Your original argument seems to have been that the government should encourage innovative businesses, and I strongly agree with you there. I don't think business size is particularly relevant to that.

Success in business is highly complex. I'd guess that your assertion that small businesses get big, bought out, or fail is incorrect. Many small businesses remain small businesses for many years - think your corner dry cleaner or grocery.

The chart I pointed to looked at the years 1988-2004, not just 2002.

Of course, this post is no longer based in facts, just guesses. (If you're not interested in finding out the truth, I wont waste my time with real data any further.)

I assume Google created more jobs in the rise from 501 to >20,000 employees than they did in the 2-500 period.

I have heard statistics that a lot of the creation of jobs occurs with small business. Also, that a lot of the job losses occur at small businesses. The net jobs created are reflected in the bls statistics that show increase in employment among different kinds of businesses.

I think the point he is trying to make is that the current tax laws favor big businesses because, let's face it, the government is run by those businesses.

While I'm not arguing the system is perfectly fair - those large corporations also create jobs, and pay a huge amount of tax in raw numbers. People look at the percentages and say "Ohh look how they cheat...." - but look at the raw figures, and see where the tax dollars are really coming from.

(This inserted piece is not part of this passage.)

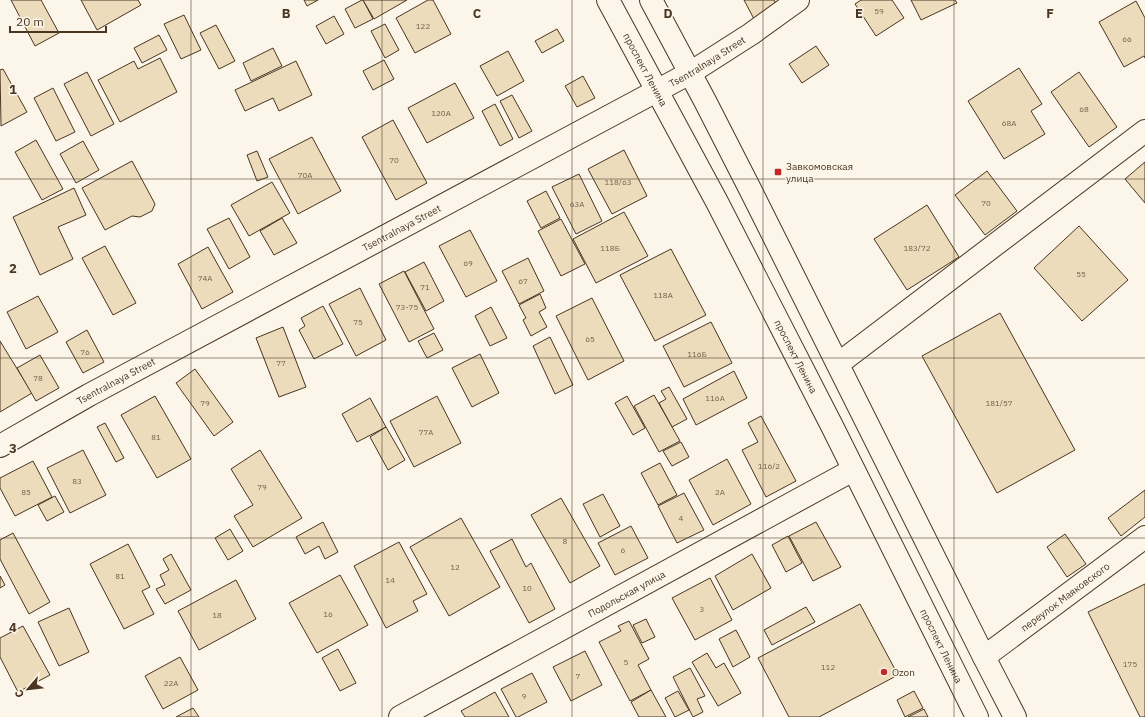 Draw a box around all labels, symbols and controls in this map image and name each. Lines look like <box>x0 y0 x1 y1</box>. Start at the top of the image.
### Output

Joe average 9-5 worker doesn't create jobs, or employ hundreds or thousands of people, and he does get tax breaks for certain things in his everyday life (dependants, mortgage payments, whatever) - a large corporation occupies a completely different place in the economy, and can indeed take advantage of different things.

(joe average 9-5 worker, even if a staff of 10 tax wizards helpded him out, wouldn't be able to save much on his income tax legally - because his financial situation is simple)

>>>Joe average 9-5 worker doesn't create jobs, or employ hundreds or thousands of people

And where would all the companies be that sell to Joe Average if Joe Average was out of work? How many of those jobs would vanish for all those other Joe Averages?

Joe Average also doesn't create books or movies or music -- but we depend on him to spend his money so those who do can keep doing so.

Spit on Joe Average and you are cutting your own throat.

Big companies can employ tax specialists, attorneys and accountants, certainly, to do all these things - it's definitely an expense that a small company can't afford.

But small companies have advantages too - being nimble and able to innovate much quicker than big companies, to name just two. It's important to recognise these advantages and exploit them as well as possible.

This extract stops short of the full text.